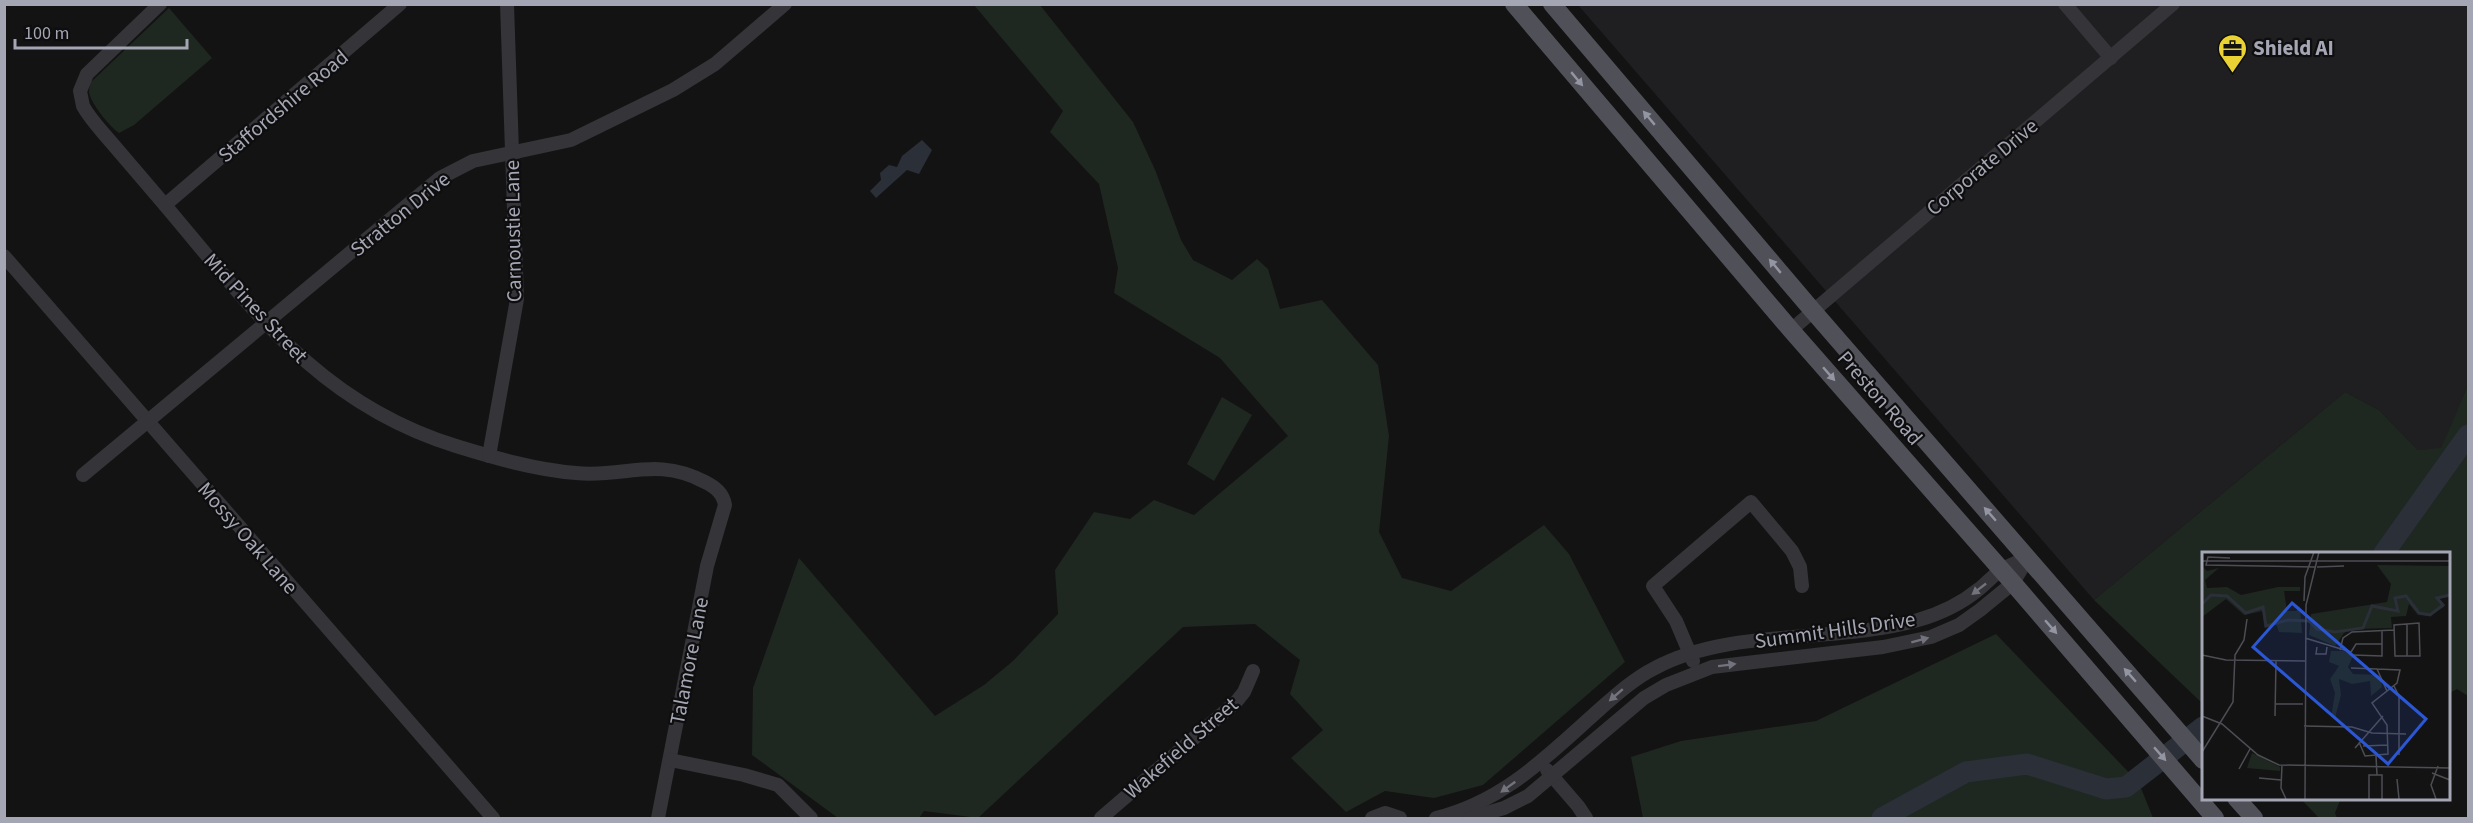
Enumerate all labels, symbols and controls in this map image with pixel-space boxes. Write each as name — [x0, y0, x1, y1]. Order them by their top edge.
scale bar — [15, 12, 188, 50]
text: 100 m — [24, 21, 69, 46]
office icon: Shield AI — [2216, 32, 2248, 74]
place label: Shield AI — [2253, 33, 2334, 63]
street label: Staffordshire Road — [211, 42, 355, 170]
one-way arrow — [1570, 71, 1583, 86]
one-way arrow — [1643, 111, 1656, 126]
street label: Corporate Drive — [1920, 111, 2044, 223]
street label: Carnoustie Lane — [497, 160, 529, 302]
street label: Stratton Drive — [344, 164, 456, 264]
street label: Mid Pines Street — [197, 246, 315, 370]
one-way arrow — [1769, 259, 1782, 274]
street label: Preston Road — [1830, 344, 1930, 452]
one-way arrow — [1822, 366, 1835, 381]
street label: Mossy Oak Lane — [191, 475, 305, 601]
one-way arrow — [1983, 506, 1996, 521]
inset map — [2202, 552, 2449, 799]
one-way arrow — [1971, 582, 1987, 595]
street label: Talamore Lane — [662, 595, 716, 727]
street label: Summit Hills Drive — [1753, 604, 1917, 656]
one-way arrow — [2044, 619, 2057, 634]
one-way arrow — [1912, 635, 1930, 644]
one-way arrow — [1718, 660, 1737, 670]
one-way arrow — [2124, 668, 2137, 683]
one-way arrow — [1608, 689, 1624, 702]
street label: Wakefield Street — [1117, 690, 1245, 806]
one-way arrow — [2153, 746, 2166, 761]
one-way arrow — [1500, 781, 1516, 793]

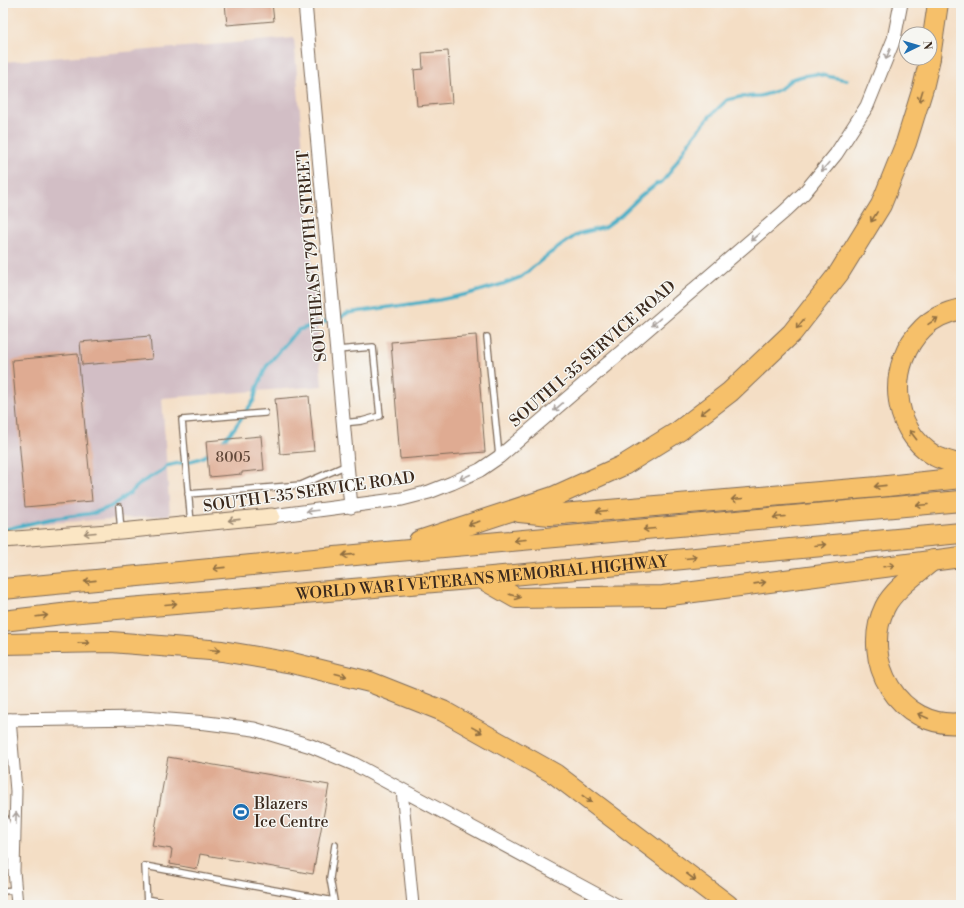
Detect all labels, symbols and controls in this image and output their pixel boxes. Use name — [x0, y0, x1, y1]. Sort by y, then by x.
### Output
north arrow — [898, 26, 938, 66]
text: N — [920, 40, 934, 50]
one-way arrow — [883, 47, 891, 59]
one-way arrow — [917, 89, 924, 102]
street label: SOUTHEAST 79TH STREET — [293, 149, 331, 363]
one-way arrow — [821, 162, 830, 173]
one-way arrow — [870, 211, 878, 222]
one-way arrow — [750, 233, 760, 242]
street label: SOUTH I-35 SERVICE ROAD — [505, 276, 680, 431]
one-way arrow — [927, 317, 938, 325]
one-way arrow — [651, 318, 662, 327]
one-way arrow — [796, 318, 804, 329]
one-way arrow — [552, 402, 563, 411]
one-way arrow — [699, 407, 710, 416]
one-way arrow — [909, 430, 918, 441]
house number: 8005 — [216, 449, 251, 467]
street label: SOUTH I-35 SERVICE ROAD — [202, 467, 416, 517]
one-way arrow — [460, 474, 472, 481]
one-way arrow — [874, 483, 887, 490]
one-way arrow — [731, 496, 744, 503]
one-way arrow — [916, 501, 929, 508]
one-way arrow — [306, 507, 319, 515]
one-way arrow — [596, 507, 609, 514]
one-way arrow — [773, 514, 786, 521]
one-way arrow — [228, 516, 241, 524]
one-way arrow — [468, 520, 480, 528]
one-way arrow — [643, 525, 656, 532]
one-way arrow — [84, 530, 97, 537]
one-way arrow — [514, 536, 527, 544]
one-way arrow — [814, 542, 827, 549]
street label: WORLD WAR I VETERANS MEMORIAL HIGHWAY — [294, 551, 671, 605]
one-way arrow — [342, 552, 355, 559]
one-way arrow — [684, 554, 697, 561]
one-way arrow — [882, 562, 895, 569]
one-way arrow — [213, 565, 226, 572]
one-way arrow — [84, 578, 97, 585]
one-way arrow — [754, 579, 767, 587]
one-way arrow — [509, 593, 522, 600]
one-way arrow — [164, 601, 177, 608]
one-way arrow — [35, 613, 48, 620]
one-way arrow — [77, 639, 90, 647]
one-way arrow — [207, 647, 220, 654]
one-way arrow — [334, 672, 347, 680]
one-way arrow — [918, 712, 930, 719]
one-way arrow — [471, 727, 483, 735]
place label: Blazers Ice Centre — [253, 794, 329, 832]
one-way arrow — [582, 795, 593, 803]
sports icon: Blazers Ice Centre — [231, 802, 251, 822]
one-way arrow — [12, 812, 20, 825]
one-way arrow — [686, 873, 697, 881]

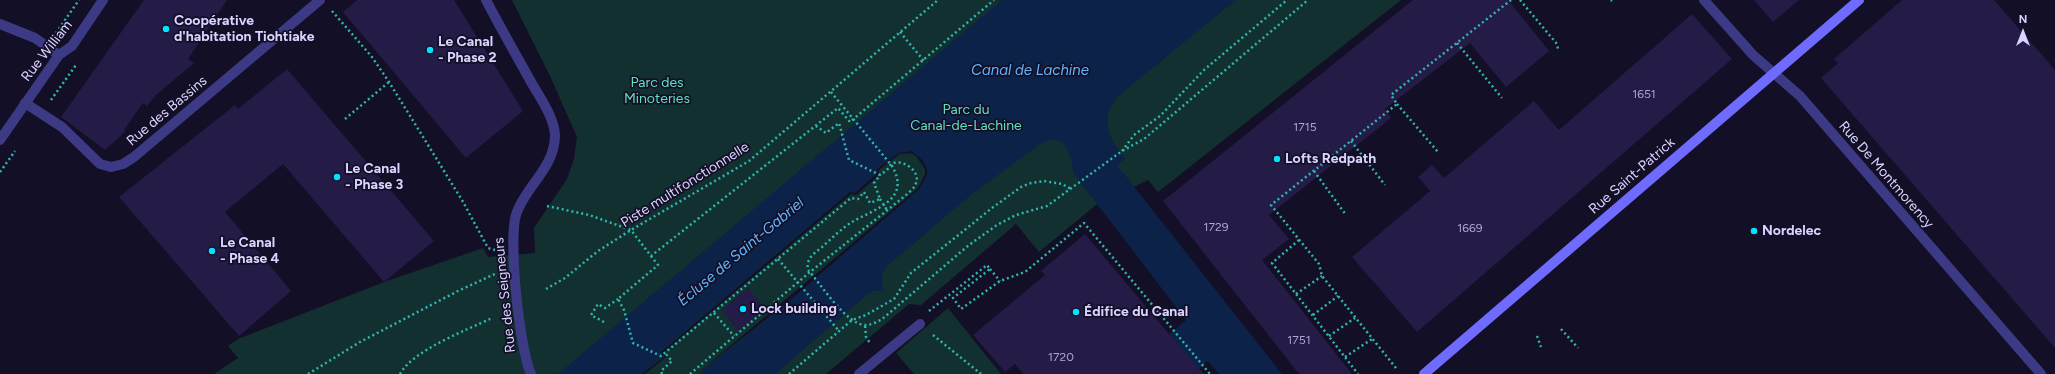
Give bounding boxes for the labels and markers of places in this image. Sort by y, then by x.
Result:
place label: Coopérative d'habitation Tiohtiake [174,13,315,46]
marker: Coopérative d'habitation Tiohtiake [161,24,171,34]
place label: Le Canal - Phase 2 [438,34,497,66]
marker: Le Canal - Phase 2 [425,45,435,55]
place label: Lofts Redpath [1285,151,1376,167]
marker: Lofts Redpath [1272,154,1282,164]
place label: Le Canal - Phase 3 [345,161,403,194]
marker: Le Canal - Phase 3 [332,172,342,182]
place label: Nordelec [1762,223,1821,239]
marker: Nordelec [1749,226,1759,236]
place label: Le Canal - Phase 4 [220,235,279,268]
marker: Le Canal - Phase 4 [207,246,217,256]
place label: Lock building [751,301,837,317]
marker: Lock building [738,304,748,314]
place label: Édifice du Canal [1084,304,1188,320]
marker: Édifice du Canal [1071,307,1081,317]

----------

Only the pictures are to be left out; print everything else in the listing exactly.

Enumerate all labels, symbols and controls in this map image with pixel-space boxes. Write each as name — [x0, y0, x1, y1]. Order them by their top edge.
scale bar — [15, 12, 188, 50]
text: 100 m — [24, 21, 69, 46]
office icon: Shield AI — [2216, 32, 2248, 74]
place label: Shield AI — [2253, 33, 2334, 63]
street label: Staffordshire Road — [211, 42, 355, 170]
one-way arrow — [1570, 71, 1583, 86]
one-way arrow — [1643, 111, 1656, 126]
street label: Corporate Drive — [1920, 111, 2044, 223]
street label: Carnoustie Lane — [497, 160, 529, 302]
street label: Stratton Drive — [344, 164, 456, 264]
street label: Mid Pines Street — [197, 246, 315, 370]
one-way arrow — [1769, 259, 1782, 274]
street label: Preston Road — [1830, 344, 1930, 452]
one-way arrow — [1822, 366, 1835, 381]
street label: Mossy Oak Lane — [191, 475, 305, 601]
one-way arrow — [1983, 506, 1996, 521]
inset map — [2202, 552, 2449, 799]
one-way arrow — [1971, 582, 1987, 595]
street label: Talamore Lane — [662, 595, 716, 727]
street label: Summit Hills Drive — [1753, 604, 1917, 656]
one-way arrow — [2044, 619, 2057, 634]
one-way arrow — [1912, 635, 1930, 644]
one-way arrow — [1718, 660, 1737, 670]
one-way arrow — [2124, 668, 2137, 683]
one-way arrow — [1608, 689, 1624, 702]
street label: Wakefield Street — [1117, 690, 1245, 806]
one-way arrow — [2153, 746, 2166, 761]
one-way arrow — [1500, 781, 1516, 793]

Detect all labels, symbols and controls in this image and output their pixel boxes. Use name — [x0, y0, x1, y1]. Sort by y, then by x.
### Output
north arrow — [898, 26, 938, 66]
text: N — [920, 40, 934, 50]
one-way arrow — [883, 47, 891, 59]
one-way arrow — [917, 89, 924, 102]
street label: SOUTHEAST 79TH STREET — [293, 149, 331, 363]
one-way arrow — [821, 162, 830, 173]
one-way arrow — [870, 211, 878, 222]
one-way arrow — [750, 233, 760, 242]
street label: SOUTH I-35 SERVICE ROAD — [505, 276, 680, 431]
one-way arrow — [927, 317, 938, 325]
one-way arrow — [651, 318, 662, 327]
one-way arrow — [796, 318, 804, 329]
one-way arrow — [552, 402, 563, 411]
one-way arrow — [699, 407, 710, 416]
one-way arrow — [909, 430, 918, 441]
house number: 8005 — [216, 449, 251, 467]
street label: SOUTH I-35 SERVICE ROAD — [202, 467, 416, 517]
one-way arrow — [460, 474, 472, 481]
one-way arrow — [874, 483, 887, 490]
one-way arrow — [731, 496, 744, 503]
one-way arrow — [916, 501, 929, 508]
one-way arrow — [306, 507, 319, 515]
one-way arrow — [596, 507, 609, 514]
one-way arrow — [773, 514, 786, 521]
one-way arrow — [228, 516, 241, 524]
one-way arrow — [468, 520, 480, 528]
one-way arrow — [643, 525, 656, 532]
one-way arrow — [84, 530, 97, 537]
one-way arrow — [514, 536, 527, 544]
one-way arrow — [814, 542, 827, 549]
street label: WORLD WAR I VETERANS MEMORIAL HIGHWAY — [294, 551, 671, 605]
one-way arrow — [342, 552, 355, 559]
one-way arrow — [684, 554, 697, 561]
one-way arrow — [882, 562, 895, 569]
one-way arrow — [213, 565, 226, 572]
one-way arrow — [84, 578, 97, 585]
one-way arrow — [754, 579, 767, 587]
one-way arrow — [509, 593, 522, 600]
one-way arrow — [164, 601, 177, 608]
one-way arrow — [35, 613, 48, 620]
one-way arrow — [77, 639, 90, 647]
one-way arrow — [207, 647, 220, 654]
one-way arrow — [334, 672, 347, 680]
one-way arrow — [918, 712, 930, 719]
one-way arrow — [471, 727, 483, 735]
place label: Blazers Ice Centre — [253, 794, 329, 832]
one-way arrow — [582, 795, 593, 803]
sports icon: Blazers Ice Centre — [231, 802, 251, 822]
one-way arrow — [12, 812, 20, 825]
one-way arrow — [686, 873, 697, 881]

Give bounding boxes for the labels and markers of places in this image. Sort by y, then by x.
Result:
place label: Coopérative d'habitation Tiohtiake [174,13,315,46]
marker: Coopérative d'habitation Tiohtiake [161,24,171,34]
place label: Le Canal - Phase 2 [438,34,497,66]
marker: Le Canal - Phase 2 [425,45,435,55]
place label: Lofts Redpath [1285,151,1376,167]
marker: Lofts Redpath [1272,154,1282,164]
place label: Le Canal - Phase 3 [345,161,403,194]
marker: Le Canal - Phase 3 [332,172,342,182]
place label: Nordelec [1762,223,1821,239]
marker: Nordelec [1749,226,1759,236]
place label: Le Canal - Phase 4 [220,235,279,268]
marker: Le Canal - Phase 4 [207,246,217,256]
place label: Lock building [751,301,837,317]
marker: Lock building [738,304,748,314]
place label: Édifice du Canal [1084,304,1188,320]
marker: Édifice du Canal [1071,307,1081,317]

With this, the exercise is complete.